[Bioc-devel] reproducible with mclapply?
There are different ways set.seed can be used. The way it is suggested on the aforementioned stackoverflow post is basically a two stage process. First seed is provided by a user (set.seed(1)). That is user can change the outcome from run to run. Based on that seed, a vector of randomized seeds is generated (seeds <- sample.int(length(input), replace=TRUE)). Those seeds are basically arguments to the function under mclapply/lapply that help to control random number generation for each iteration (set.seed( seeds[idx])). There are two different roles of set.seed. First left the user to control random number generation and the second (within the function) makes sure that it is the same for individual iterations regardless how the loop is executed.

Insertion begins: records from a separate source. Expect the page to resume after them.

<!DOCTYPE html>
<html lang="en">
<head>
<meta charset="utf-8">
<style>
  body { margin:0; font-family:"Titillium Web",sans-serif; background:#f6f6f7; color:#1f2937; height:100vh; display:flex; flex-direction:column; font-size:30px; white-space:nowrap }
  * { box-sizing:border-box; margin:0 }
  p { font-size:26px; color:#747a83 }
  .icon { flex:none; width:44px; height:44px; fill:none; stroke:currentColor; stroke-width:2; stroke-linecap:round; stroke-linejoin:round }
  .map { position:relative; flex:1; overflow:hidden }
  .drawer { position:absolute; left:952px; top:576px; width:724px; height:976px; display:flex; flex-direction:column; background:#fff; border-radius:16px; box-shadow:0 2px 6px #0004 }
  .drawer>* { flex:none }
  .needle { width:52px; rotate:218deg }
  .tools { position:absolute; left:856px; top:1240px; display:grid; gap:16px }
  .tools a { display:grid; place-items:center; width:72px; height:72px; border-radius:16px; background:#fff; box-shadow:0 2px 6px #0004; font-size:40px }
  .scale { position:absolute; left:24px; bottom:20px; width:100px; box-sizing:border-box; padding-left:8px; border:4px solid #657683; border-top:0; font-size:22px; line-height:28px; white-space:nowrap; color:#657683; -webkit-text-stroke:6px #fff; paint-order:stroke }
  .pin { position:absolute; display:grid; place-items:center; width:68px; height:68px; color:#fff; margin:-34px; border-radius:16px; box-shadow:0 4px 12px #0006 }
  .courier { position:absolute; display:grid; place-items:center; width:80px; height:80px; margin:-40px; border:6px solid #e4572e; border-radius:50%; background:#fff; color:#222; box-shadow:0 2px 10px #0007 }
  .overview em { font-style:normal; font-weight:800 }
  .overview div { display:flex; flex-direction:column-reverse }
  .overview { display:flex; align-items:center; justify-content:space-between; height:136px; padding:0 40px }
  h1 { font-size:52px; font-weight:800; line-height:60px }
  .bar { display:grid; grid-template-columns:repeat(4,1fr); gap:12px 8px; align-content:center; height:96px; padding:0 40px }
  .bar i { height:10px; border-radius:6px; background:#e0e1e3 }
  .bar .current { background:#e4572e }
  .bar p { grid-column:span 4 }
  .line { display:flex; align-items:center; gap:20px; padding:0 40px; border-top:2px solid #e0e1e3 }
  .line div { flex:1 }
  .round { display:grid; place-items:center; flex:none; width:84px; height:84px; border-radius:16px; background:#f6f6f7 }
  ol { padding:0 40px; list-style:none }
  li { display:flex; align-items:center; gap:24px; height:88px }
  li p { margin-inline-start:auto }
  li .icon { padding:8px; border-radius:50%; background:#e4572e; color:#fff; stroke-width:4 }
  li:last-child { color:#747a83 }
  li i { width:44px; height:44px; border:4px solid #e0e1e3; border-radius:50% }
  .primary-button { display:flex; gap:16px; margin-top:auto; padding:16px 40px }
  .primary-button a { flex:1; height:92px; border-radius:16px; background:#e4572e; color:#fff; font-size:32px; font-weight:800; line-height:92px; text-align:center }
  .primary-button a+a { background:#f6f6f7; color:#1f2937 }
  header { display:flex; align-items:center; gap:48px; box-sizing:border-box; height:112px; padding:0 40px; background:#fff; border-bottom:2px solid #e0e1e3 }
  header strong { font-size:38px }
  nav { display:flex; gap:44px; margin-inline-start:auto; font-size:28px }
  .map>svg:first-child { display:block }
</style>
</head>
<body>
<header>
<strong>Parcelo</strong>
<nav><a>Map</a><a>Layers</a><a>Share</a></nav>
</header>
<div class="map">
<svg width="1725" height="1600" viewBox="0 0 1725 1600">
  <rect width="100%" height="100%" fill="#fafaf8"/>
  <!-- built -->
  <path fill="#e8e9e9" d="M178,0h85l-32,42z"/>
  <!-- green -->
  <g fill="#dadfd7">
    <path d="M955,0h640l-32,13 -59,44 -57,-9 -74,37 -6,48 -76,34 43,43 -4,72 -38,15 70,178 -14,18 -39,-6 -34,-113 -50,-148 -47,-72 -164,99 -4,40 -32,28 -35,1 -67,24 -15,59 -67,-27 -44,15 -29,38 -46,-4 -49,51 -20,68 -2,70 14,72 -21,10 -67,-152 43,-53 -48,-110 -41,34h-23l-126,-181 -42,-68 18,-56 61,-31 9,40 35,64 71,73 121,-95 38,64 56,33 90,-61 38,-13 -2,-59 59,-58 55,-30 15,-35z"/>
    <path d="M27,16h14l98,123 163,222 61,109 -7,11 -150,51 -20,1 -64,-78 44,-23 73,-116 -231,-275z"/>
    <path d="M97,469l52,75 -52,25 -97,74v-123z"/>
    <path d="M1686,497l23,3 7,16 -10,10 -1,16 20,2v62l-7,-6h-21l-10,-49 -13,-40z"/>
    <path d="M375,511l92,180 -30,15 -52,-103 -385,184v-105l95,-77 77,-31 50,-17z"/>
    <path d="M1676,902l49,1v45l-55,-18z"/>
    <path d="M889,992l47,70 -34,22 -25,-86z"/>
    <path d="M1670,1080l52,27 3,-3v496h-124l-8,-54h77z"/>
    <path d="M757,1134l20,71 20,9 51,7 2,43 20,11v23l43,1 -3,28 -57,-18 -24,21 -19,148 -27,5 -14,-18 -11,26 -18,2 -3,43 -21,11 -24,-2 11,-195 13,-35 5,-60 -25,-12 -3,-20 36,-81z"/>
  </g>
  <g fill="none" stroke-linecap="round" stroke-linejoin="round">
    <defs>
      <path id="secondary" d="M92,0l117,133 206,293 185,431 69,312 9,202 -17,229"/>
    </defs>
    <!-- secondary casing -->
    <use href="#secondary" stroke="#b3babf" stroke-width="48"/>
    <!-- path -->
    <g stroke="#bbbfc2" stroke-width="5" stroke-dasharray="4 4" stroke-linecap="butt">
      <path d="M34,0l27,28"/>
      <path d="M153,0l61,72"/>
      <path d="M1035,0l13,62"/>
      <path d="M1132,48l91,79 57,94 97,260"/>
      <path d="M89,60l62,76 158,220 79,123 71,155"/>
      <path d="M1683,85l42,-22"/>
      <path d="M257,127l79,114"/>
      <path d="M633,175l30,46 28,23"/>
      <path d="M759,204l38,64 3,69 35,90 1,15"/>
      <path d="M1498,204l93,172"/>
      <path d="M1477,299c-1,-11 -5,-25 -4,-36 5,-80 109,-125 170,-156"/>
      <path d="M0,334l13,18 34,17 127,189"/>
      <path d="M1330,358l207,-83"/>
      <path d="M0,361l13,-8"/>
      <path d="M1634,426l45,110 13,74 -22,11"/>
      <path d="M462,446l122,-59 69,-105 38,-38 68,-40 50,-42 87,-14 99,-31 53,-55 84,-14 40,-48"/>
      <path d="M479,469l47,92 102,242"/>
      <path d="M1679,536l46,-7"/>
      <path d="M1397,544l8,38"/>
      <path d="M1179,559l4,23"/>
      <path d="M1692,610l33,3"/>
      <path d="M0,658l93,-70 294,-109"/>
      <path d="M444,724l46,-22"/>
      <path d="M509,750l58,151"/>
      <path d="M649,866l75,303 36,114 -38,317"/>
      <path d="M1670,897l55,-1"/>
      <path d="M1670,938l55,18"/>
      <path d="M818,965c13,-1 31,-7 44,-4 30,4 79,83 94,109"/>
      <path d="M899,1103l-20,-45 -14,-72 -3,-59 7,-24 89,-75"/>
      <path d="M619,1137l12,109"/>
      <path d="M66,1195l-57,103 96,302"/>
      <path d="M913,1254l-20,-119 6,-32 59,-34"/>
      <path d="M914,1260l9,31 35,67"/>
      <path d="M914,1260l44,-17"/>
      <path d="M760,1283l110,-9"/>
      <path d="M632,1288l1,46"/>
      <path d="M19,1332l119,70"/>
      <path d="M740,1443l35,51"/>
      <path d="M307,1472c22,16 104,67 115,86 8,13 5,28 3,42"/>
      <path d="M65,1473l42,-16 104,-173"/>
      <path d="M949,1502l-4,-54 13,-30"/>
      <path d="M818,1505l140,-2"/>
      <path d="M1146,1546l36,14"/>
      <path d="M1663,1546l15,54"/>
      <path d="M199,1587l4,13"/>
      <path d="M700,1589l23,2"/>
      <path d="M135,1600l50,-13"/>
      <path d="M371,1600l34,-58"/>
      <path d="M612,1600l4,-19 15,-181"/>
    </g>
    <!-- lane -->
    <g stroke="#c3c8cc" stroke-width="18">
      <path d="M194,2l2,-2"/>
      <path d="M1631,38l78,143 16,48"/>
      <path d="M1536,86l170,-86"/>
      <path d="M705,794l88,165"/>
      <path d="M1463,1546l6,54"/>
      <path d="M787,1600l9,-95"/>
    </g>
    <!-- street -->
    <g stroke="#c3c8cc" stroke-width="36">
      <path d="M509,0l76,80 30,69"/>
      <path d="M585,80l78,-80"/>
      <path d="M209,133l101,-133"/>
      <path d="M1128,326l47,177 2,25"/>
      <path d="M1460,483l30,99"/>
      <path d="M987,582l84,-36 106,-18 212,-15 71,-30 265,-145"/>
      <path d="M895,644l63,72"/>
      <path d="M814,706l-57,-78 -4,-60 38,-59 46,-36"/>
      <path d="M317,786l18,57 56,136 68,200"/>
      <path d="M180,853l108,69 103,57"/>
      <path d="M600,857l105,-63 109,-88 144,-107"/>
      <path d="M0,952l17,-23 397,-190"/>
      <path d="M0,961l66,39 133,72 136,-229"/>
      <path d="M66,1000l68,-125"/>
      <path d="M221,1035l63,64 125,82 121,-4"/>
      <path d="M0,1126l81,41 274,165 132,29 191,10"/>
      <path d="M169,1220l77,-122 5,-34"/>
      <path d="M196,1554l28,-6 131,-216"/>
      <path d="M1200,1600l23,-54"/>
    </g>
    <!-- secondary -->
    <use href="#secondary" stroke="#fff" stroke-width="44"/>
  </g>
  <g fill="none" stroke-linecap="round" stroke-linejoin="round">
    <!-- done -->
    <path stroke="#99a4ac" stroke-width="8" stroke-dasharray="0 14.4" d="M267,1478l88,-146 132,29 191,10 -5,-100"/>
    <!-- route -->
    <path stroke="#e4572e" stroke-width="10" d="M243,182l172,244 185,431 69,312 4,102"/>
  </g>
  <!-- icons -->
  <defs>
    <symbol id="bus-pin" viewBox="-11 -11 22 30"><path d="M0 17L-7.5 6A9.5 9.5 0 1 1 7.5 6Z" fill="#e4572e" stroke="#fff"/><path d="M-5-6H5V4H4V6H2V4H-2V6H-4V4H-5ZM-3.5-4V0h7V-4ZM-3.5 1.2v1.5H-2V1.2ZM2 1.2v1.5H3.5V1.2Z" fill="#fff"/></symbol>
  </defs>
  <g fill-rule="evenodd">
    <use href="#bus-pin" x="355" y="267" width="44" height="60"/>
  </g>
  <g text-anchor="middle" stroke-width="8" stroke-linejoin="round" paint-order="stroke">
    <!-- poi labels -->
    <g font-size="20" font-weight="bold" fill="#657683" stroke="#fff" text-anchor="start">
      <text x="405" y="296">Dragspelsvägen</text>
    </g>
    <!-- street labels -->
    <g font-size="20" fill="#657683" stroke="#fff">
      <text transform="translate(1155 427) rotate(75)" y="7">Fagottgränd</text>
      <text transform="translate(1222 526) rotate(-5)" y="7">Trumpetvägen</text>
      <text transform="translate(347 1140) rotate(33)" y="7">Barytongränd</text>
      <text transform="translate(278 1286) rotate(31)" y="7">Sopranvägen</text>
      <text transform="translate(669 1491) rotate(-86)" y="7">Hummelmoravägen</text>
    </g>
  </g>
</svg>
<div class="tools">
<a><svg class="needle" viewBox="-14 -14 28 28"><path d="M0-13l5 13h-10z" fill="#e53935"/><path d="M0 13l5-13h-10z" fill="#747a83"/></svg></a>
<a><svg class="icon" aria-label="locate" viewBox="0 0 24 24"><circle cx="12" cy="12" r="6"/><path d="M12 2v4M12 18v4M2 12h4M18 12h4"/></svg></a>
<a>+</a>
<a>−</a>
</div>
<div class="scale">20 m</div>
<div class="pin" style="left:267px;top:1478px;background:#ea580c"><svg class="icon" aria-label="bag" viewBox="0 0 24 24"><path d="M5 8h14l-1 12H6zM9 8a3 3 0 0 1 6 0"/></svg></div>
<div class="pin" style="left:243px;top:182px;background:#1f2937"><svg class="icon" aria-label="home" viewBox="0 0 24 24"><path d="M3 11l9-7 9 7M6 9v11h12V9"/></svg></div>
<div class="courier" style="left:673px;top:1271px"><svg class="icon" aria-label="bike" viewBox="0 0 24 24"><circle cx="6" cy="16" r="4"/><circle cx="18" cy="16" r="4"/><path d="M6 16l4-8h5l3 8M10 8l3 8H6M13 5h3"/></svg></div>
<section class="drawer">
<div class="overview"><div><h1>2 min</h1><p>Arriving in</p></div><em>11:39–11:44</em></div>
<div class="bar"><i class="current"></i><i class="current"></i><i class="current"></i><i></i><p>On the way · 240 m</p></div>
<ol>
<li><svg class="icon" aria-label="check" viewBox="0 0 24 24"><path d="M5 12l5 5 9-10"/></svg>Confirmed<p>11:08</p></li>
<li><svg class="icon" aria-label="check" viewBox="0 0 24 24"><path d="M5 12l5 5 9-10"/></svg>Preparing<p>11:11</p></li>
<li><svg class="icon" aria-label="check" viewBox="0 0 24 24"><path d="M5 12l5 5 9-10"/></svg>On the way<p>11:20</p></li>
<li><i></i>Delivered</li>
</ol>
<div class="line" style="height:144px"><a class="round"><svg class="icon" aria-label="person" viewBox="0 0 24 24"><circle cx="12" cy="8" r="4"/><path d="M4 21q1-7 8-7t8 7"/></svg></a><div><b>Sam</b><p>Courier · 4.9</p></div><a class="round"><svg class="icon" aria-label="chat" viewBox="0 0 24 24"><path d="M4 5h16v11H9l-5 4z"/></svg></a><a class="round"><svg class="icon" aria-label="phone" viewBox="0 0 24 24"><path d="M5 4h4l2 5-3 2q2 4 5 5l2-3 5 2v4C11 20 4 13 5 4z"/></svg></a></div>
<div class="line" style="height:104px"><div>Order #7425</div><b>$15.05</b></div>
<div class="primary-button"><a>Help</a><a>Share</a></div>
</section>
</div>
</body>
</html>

Does that make sense?
On Wed, Jun 3, 2015 at 7:07 PM, Yu, Guangchuang <gcyu at connect.hku.hk> wrote:
There is one possible solution posted in http://stackoverflow.com/questions/30610375/how-to-run-permutations-using-mclapply-in-a-reproducible-way-regardless-of-numbe/30627984#30627984 . As Kasper suggested, it's not a proper way to use set.seed inside a package. I suggest using a parameter for example seed=FALSE to disable the set.seed and if user want the result reproducible, e.g. in demonstration, set seed=TRUE explicitly and set.seed will be run inside the function. Bests, Guangchuang On Wed, Jun 3, 2015 at 8:42 PM, Kasper Daniel Hansen < kasperdanielhansen at gmail.com> wrote:
For this situation, generate the permutation indexes outside of the mclapply, and the do mclapply over a list with the indices. And btw., please don't use set.seed inside a package; that control should completely be left to the user. Best, Kasper On Wed, Jun 3, 2015 at 7:08 AM, Vincent Carey <
stvjc at channing.harvard.edu>
wrote:
This document indicates how to achieve reproducibility independent of
the
underlying physical environment. http://cran.r-project.org/web/packages/doRNG/vignettes/doRNG.pdf Let me know if that satisfies the question. On Wed, Jun 3, 2015 at 5:32 AM, Yu, Guangchuang <gcyu at connect.hku.hk> wrote:
Der Vincent,
RNGkind("L'Ecuyer-CMRG") works as using mc.set.seed=FALSE.
When mc.cores changes, the output is not reproducible.
I think this issue is also of concern within the Bioconductor
community
as parallel version of permutation test is commonly used now.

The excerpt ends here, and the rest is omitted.